[BUG] Wrong critical section handling before the scheduler is started

stefano-zanotti commented 3 years ago

Describe the bug Before the scheduler has started, any call to FreeRTOS functions that require a critical section will mess up the interrupt enabling status.
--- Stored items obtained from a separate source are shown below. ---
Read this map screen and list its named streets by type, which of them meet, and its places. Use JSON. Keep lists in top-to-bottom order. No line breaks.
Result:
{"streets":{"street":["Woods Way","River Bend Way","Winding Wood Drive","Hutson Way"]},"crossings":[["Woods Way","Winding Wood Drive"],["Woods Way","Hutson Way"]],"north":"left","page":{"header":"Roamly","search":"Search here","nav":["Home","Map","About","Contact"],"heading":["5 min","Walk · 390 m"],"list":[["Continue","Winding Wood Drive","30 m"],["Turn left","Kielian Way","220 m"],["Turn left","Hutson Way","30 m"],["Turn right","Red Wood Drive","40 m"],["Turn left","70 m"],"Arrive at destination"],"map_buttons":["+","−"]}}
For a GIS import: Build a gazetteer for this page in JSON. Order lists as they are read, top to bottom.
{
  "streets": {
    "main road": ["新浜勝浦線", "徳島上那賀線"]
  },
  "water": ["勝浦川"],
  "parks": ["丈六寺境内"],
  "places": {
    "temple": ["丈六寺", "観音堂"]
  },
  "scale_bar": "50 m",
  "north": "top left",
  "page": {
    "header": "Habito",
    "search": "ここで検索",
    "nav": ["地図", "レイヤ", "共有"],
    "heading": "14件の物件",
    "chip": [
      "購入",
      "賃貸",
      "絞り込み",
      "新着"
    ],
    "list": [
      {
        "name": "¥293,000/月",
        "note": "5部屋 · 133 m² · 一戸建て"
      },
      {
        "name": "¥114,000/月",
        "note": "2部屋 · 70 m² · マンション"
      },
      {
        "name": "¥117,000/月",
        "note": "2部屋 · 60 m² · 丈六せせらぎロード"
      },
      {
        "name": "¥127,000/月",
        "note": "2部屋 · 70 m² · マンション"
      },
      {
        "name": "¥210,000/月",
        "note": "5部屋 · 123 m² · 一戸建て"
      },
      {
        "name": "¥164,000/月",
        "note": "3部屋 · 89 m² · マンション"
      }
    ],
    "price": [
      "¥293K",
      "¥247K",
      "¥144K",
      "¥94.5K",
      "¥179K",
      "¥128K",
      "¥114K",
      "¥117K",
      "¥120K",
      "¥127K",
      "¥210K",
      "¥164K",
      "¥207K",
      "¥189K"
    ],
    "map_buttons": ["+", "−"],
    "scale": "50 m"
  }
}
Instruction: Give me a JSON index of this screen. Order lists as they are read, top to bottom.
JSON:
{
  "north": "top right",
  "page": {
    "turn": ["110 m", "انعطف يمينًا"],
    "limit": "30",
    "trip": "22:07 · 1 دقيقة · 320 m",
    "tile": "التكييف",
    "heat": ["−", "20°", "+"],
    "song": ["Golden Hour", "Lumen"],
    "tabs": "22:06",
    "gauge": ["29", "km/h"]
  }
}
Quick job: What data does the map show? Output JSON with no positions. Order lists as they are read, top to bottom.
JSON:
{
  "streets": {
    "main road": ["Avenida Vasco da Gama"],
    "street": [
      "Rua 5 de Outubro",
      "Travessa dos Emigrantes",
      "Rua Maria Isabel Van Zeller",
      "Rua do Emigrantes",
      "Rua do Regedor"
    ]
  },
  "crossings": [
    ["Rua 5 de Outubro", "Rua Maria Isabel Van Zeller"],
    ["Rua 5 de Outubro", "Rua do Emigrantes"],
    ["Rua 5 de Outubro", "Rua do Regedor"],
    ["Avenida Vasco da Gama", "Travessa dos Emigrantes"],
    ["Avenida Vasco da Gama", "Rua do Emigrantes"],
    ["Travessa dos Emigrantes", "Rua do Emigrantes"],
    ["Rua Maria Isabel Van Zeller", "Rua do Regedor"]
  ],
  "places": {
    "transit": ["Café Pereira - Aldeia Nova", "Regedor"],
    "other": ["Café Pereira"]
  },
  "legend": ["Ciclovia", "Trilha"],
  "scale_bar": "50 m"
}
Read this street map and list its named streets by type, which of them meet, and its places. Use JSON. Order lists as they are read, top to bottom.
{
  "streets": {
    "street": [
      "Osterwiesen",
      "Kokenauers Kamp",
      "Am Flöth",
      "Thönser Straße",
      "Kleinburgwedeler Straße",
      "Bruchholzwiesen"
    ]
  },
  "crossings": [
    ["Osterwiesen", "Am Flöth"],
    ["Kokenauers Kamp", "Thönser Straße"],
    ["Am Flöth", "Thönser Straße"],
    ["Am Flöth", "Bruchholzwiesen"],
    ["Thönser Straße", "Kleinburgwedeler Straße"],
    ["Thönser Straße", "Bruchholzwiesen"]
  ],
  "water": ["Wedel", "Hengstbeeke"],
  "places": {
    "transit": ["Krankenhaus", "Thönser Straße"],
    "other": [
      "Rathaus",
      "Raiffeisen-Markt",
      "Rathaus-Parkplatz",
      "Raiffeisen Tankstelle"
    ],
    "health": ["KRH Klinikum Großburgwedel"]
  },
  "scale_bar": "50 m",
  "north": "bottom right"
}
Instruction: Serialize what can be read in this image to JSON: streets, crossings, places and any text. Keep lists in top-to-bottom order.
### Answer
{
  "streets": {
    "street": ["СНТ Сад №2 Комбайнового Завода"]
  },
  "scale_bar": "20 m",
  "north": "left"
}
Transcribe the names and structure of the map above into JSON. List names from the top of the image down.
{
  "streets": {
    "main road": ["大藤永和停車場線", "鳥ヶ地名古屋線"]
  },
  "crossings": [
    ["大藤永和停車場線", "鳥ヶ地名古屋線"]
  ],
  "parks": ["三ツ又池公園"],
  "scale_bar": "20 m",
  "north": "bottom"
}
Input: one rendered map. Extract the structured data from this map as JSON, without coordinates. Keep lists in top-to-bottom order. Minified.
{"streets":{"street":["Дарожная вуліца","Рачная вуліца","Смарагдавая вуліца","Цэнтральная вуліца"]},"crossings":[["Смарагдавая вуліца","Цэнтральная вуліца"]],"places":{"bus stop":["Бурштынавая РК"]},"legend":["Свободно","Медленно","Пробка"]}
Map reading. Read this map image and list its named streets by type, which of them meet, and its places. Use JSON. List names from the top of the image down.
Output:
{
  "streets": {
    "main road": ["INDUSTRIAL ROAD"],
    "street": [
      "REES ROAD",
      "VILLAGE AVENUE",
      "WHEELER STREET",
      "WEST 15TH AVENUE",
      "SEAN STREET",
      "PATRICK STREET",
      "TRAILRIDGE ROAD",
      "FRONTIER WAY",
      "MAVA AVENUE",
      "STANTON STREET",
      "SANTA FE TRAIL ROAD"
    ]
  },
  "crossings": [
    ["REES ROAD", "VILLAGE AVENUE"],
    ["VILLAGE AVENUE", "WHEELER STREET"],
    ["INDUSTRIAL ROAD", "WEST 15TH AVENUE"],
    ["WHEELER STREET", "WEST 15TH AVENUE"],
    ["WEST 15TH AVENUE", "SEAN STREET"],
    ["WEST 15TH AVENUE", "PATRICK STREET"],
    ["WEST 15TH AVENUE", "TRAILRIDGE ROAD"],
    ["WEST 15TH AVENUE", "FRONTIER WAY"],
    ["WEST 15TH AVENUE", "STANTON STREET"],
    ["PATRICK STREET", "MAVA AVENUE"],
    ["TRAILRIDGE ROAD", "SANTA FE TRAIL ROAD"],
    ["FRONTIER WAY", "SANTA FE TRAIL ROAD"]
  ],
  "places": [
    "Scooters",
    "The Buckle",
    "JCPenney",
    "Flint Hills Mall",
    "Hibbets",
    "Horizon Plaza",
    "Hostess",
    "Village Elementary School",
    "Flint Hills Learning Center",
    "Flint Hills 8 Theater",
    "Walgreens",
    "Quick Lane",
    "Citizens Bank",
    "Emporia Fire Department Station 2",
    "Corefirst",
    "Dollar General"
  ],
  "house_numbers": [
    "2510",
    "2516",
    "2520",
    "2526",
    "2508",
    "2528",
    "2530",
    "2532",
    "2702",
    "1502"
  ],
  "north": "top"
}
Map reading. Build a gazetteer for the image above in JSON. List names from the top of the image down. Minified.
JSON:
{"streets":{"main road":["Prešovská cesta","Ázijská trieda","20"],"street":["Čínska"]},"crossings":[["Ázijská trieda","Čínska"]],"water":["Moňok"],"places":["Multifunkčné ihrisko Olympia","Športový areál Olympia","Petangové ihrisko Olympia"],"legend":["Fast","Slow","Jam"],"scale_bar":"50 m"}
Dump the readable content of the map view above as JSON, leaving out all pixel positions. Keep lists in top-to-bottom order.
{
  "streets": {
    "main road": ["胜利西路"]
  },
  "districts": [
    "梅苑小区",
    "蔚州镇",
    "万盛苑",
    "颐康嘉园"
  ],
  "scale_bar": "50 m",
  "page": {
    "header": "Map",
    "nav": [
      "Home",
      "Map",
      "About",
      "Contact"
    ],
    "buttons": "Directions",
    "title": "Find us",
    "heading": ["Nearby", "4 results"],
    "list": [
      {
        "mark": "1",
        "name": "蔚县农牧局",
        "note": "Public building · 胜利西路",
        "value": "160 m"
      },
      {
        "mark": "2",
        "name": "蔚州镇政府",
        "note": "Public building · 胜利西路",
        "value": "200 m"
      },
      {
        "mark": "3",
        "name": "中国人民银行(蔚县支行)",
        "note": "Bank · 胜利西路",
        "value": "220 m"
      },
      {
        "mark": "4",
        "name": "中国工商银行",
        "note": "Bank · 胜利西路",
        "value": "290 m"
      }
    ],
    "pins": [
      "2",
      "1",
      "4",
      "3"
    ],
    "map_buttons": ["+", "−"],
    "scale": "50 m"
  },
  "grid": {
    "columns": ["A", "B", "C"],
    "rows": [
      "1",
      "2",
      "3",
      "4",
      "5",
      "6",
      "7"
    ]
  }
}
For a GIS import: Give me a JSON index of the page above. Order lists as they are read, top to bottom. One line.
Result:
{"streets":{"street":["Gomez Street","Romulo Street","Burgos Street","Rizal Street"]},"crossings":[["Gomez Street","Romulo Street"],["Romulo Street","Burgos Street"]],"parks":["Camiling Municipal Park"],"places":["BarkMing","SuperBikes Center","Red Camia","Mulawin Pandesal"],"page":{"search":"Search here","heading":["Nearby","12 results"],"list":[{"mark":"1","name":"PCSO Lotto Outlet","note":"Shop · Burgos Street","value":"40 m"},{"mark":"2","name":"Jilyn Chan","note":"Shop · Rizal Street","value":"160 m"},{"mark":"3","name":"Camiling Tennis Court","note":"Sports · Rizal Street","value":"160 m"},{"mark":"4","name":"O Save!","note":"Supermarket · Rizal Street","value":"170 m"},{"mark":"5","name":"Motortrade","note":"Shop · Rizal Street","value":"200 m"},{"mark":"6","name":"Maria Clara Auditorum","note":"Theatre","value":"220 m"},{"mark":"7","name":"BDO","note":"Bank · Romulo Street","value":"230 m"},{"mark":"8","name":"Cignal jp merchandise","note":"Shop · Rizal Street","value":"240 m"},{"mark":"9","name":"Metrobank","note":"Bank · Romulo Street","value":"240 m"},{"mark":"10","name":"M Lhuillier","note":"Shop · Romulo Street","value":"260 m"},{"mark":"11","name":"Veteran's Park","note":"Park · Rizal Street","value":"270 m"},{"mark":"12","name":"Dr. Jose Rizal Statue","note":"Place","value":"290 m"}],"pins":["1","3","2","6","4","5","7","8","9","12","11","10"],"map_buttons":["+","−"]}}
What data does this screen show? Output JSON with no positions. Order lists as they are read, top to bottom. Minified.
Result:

This includes calls made by vTaskStartScheduler() itself, e.g. to create the idle task.

Target

Development board: irrelevant (STM32F746NG)
Instruction Set Architecture: ARM_CM7
IDE and version: irrelevant (Atollic TrueSTUDIO 9.2.0)
Toolchain and version: irrelevant (arm-atollic-eabi-gcc 6.3.1 20170215 (release) [ARM/embedded-6-branch revision 245512])

Host

Host OS: irrelevant (Windows)
Version: irrelevant (Windos 10 Pro)

To Reproduce

Just follow the execution of vTaskStartScheduler() in any ARM_CM7 project I'm also attaching a sample project created with STM32CubeMX for my MCU (STM32F746NG), with just FreeRTOS enabled; STM32CubeMX uses an older version (10.2.1), but the problem is exactly the same. In "Core/Src/main.c", you'll find the calls to MX_FREERTOS_Init() -to initializes the tasks- and osKernelStart() -to start the scheduler.

Additional context In my init code, I first create a task (and possibly queues, mutexes, etc.), then start the scheduler. The problem is that

in the task initialization code, there are critical sections, which use taskENTER_CRITICAL() and taskEXIT_CRITICAL()
these functions reference the global variable uxCriticalNesting
uxCriticalNesting is statically initialised to 0xaaaaaaaa, and it only gets initialized to 0 when the scheduler is started (vTaskStartScheduler()). This means that taskENTER_CRITICAL() increments uxCriticalNesting and disables interrupts, and taskEXIT_CRITICAL() decrements uxCriticalNesting, but it doesn't re-enable interrupts, since uxCriticalNesting is back to 0xaaaaaaaa, rather than back to 0. So, interrupts remain disabled until the scheduler is actually started.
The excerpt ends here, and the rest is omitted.